Robert Smith et sa bande ont terminé en beauté à Rock en Seine leur tournée mondiale célébrant les 40 ans de carrière de The Cure. Le timing paraissait donc parfait pour chroniquer ces artistes majeurs. Et quoi de mieux que de revenir aux sources pour fêter l’événement. C’est en 1980 avec le 2e opus de The Cure Seventeen Seconds que la marque de fabrique du groupe naît véritablement et que les premiers chefs-d’oeuvres apparaissent.
Seventeen Seconds, le début de l’empreinte The Cure
Pour leur 1er album Three Imaginary Boys, Robert Smith avait mal supporté le manque de maîtrise de la ligne musicale. On fait donc peau neuve début 1980. Le leader vocal de The Cure prend tout simplement les rênes de sa carrière artistique. Deux nouveaux musiciens entrent sur l’échiquier, le bassiste Simon Gallup et le claviériste Mathieu Hartley. Laurence Tolhurst reste quant à lui aux percussions. Smith, âgé d’à peine 20 ans, dessine à partir de Seventeen Seconds une trilogie originale avec une vraie direction artistique et plus globalement une empreinte The Cure pour les décennies à venir.
Finie la tonalité post-punk ! Ici le minimalisme et la poésie romantique dominent. Tout est sobre mais incroyablement efficace. Pas de superflu, l’album est remarquable de simplicité, enregistré en quinze jours dans les studios Morgan de la banlieue nord de Londres. La belle modernité de cet album tient aussi à ses rythmes répétitifs et limpides. La poésie sombre de Smith se cale à merveille sur les lignes de basse hypnotiques de Gallup et les nappes synthétiques d’Hartley. D’aucuns parlent parfois de désolation ou même d’aridité sonore avec un chant plaintif, presque lointain. C’est l’originalité de Seventeen Seconds. La voix du jeune Robert Smith s’impose en finesse, enveloppée de spleen et de colère pour dessiner un romantisme vaporeux.
Une oeuvre entres titres phares et escapades instrumentales
Les deux faces du vinyle sont construites autour de titres phares qui traverseront les années et quelques plages instrumentales posées comme de beaux interludes emplis d’épure et de mystère. Ainsi la face A débute par une nappe sonore lente et étirée et se termine de la sorte en ballade mélancolique. La face B démarre quant à elle encore par cette ambiance suspendue, voire tendue. Et c’est là l’intelligence de Smith ! Les plages instrumentales sobres et déroutantes sont là pour mettre en valeur des titres plus rythmés et entêtants.
A Forest est bien évidemment le titre incontournable de cet album. La quête désespérée d’une jeune fille imaginaire perdue au coeur d’une mystérieuse forêt.
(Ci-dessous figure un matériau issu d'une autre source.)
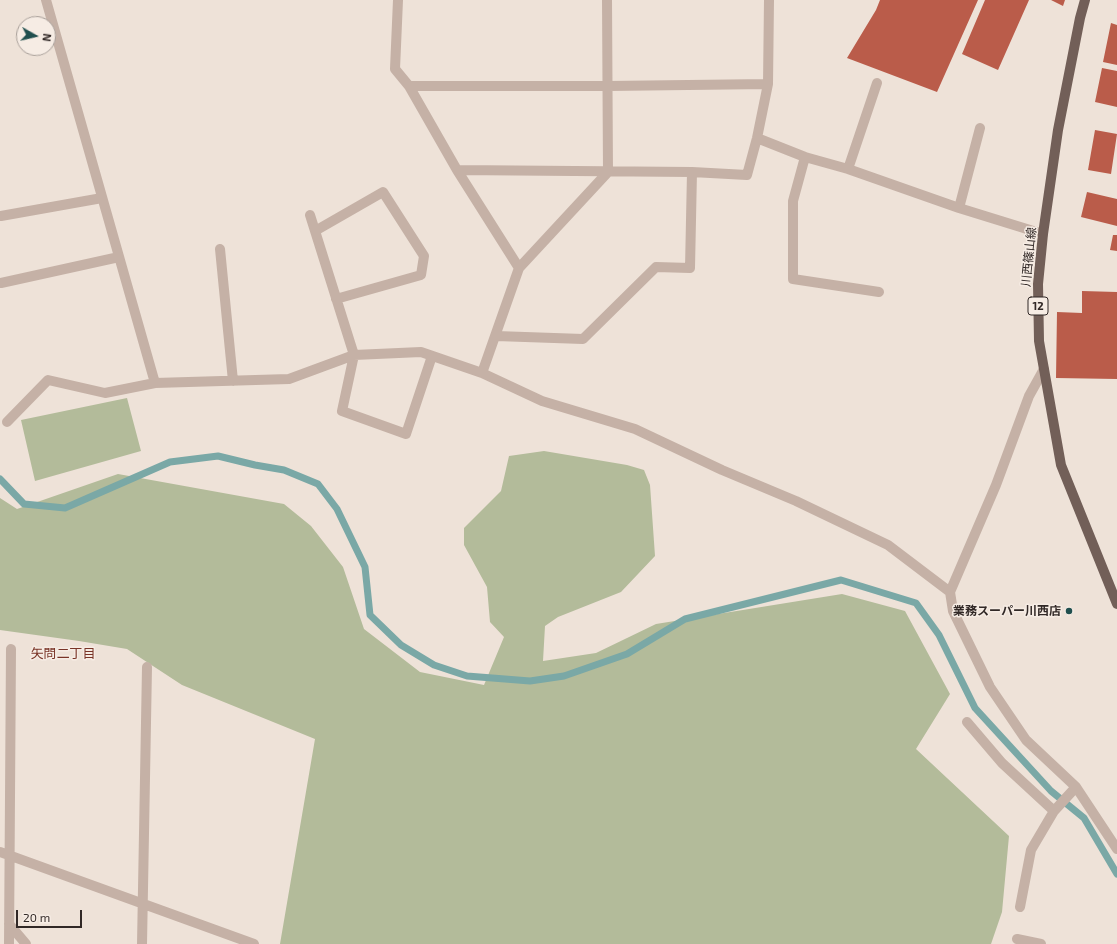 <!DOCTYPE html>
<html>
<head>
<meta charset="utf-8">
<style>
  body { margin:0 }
  #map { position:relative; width:1117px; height:944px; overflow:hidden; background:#eee2d8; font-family:"Exo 2",sans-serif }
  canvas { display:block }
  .north { position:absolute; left:16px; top:16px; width:40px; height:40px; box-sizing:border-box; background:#f6ece4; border:1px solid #a79e98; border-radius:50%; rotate:98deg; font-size:11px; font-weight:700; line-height:16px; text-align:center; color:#312826 }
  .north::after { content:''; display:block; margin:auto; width:14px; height:18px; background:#204f4e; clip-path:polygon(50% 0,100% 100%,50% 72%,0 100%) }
  .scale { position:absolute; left:16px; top:910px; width:66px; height:18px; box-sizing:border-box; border:2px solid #312826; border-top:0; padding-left:5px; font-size:12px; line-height:14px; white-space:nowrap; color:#312826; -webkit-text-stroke:3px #f6ece4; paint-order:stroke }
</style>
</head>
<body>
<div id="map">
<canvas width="1117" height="944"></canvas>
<div class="north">N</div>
<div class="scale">20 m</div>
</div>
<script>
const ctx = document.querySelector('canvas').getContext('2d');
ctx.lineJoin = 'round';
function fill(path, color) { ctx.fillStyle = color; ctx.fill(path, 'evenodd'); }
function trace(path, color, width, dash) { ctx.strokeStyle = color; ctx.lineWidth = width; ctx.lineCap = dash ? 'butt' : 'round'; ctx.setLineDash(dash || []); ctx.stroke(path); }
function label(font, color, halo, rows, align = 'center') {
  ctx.font = font + ' "Exo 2","Noto Sans JP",sans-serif'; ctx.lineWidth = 3; ctx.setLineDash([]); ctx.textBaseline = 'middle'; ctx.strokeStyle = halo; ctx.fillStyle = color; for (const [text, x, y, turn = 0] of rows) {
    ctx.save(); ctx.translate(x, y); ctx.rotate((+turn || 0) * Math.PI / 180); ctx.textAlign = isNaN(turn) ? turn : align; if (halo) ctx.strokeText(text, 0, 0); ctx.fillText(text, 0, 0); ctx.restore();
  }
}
fill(new Path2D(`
  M127,398L141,451L35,481L21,420Z
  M544,451L627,465L644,470L650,485L655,556L621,592L558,617L545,626L543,661L596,653L656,624L842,594L905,611L950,694L916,749L1009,836L1002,912L991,944H280L315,739L182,685L127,649L79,641L0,630V498L17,509L118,474L284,504L311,526L343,567L364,629L420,672L484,685L504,637L490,622L487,587L464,545V528L501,491L509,456Z`), '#b3bb9a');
trace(new Path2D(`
  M0,479L24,504L65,508L170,462L218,456L255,465L284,470L318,484L337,509L365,567L370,615L401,645L434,665L467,676L530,681L564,676L627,654L685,619L841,580L916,603L939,635L975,708L1051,791L1084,818L1117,874`), '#7aa8a6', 7);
fill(new Path2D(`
  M880,0H978L937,92L847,58L876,10Z
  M985,0H1029L998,70L962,54Z
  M1051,0H1065L1063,6Z
  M1111,23L1117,25V65L1103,62Z
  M1102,68L1117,71V107L1095,102Z
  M1095,130L1117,134L1111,174L1088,170Z
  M1087,192L1117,199V226L1081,217Z
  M1113,235H1117V251L1110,250Z
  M1082,291L1117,292V379L1056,378L1057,312L1082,313Z`), '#ba5c4a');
trace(new Path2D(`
  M46,0L155,383L289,379L354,355L421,352L482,373L542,401L635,429L722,470L796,501L888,545L950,592L953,611L990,687L1026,740L1076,787L1117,849
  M398,0L395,69L409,86
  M768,84L757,138L747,175L692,172L457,170L409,86H608Z
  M768,84L769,0
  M757,138L805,157L848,169L959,208L1043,234
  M805,157L793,201V279L879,292
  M848,169L877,83
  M457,170L519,268
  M959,208L980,128
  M310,215L354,355L342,411L406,434L432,356
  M1,216L102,198
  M315,231L383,192L424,256L421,275L336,299
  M220,249L233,381
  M1,283L119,257
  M496,336L583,339L656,267L690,268L692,172
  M482,373L519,268L608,172L607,0
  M7,422L48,380L105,393L155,383
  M950,592L996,485L1029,396L1044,369
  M967,722L1002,763L1054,811
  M0,852L254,944
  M1020,907L1031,850L1054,811L1076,787
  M9,924L26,944
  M1017,939L1041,944
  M9,944L11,649
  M142,944L147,667`), '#c5b1a6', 10);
trace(new Path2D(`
  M1085,0L1080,18L1058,130L1043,234L1038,284L1039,341L1061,465L1117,604`), '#725f58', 10);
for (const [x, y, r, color] of [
  [1069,611,4,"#204f4e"]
]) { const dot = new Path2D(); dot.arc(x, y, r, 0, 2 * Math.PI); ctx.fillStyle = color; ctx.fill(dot); trace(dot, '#f6ece4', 1.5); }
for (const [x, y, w] of [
  [1038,306,20]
]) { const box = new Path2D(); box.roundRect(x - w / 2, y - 9, w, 18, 3); ctx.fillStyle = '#f6ece4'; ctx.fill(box); trace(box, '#312826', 1); }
label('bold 11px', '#312826', null, [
  ["12",1038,306]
]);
label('12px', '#312826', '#f6ece4', [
  ["川西篠山線",1029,257,-84]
]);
label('bold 12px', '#312826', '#f6ece4', [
  ["業務スーパー川西店",1061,611]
], 'right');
label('13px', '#793427', '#f6ece4', [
  ["矢問二丁目",63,654]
]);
</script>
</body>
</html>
C’est un trésor musical qui traverse les époques sans une ride, on peut même parler de chef-d’oeuvre dans l’histoire du rock. La fin du morceau est ancrée à jamais chez tous les aficionados avec ce duel Smith/Gallup où guitare et basse se répondent. Simplement mythique !
Les autres pépites – Play for Today avec sa pop atmosphérique, In Your House et son rock épuré, M en l’honneur de sa petite amie de l’époque Mary – nous emmènent droit vers un son new wave à peine dessiné en ce début 80. Avec Seventeen Seconds, The Cure se situe au carrefour de la cold wave chère à Siouxsie And The Banshees, que Smith vénère, et quelque chose de plus entrainant, moins glaçant. Robert Smith se construit sûrement, et construit par la même sa ligne musicale.
L’univers visuel de Seventeen Seconds
C’est peut-être autour de la pochette de Seventeen Seconds que se projette cet entre-deux musical dans lequel s’engouffre The Cure. Le flou, la quasi-abstraction photographique est l’indicateur d’un work in progress en ébullition. On y trouve du mystère, de la tension et aussi une mélancolie rageuse. Et si l’on devait associer un artiste à cet album ou carrément associer une oeuvre artistique à ce travail musical, j’irais sans conteste du côté de Gaspard Friedrich et ses toiles profondément mélancoliques et dépouillées. Un homme est seul face à l’océan, il semble fragile face à l’étendue mais à y regarder de près on perçoit une lumière naissante et attirante, l’avenir va s’offrir avec clarté au pèlerin rempli d’interrogations…
Robert Smith ose l’horizon incertain et offre ainsi dès 1980 un boulevard à The Cure pour marquer définitivement l’histoire du rock.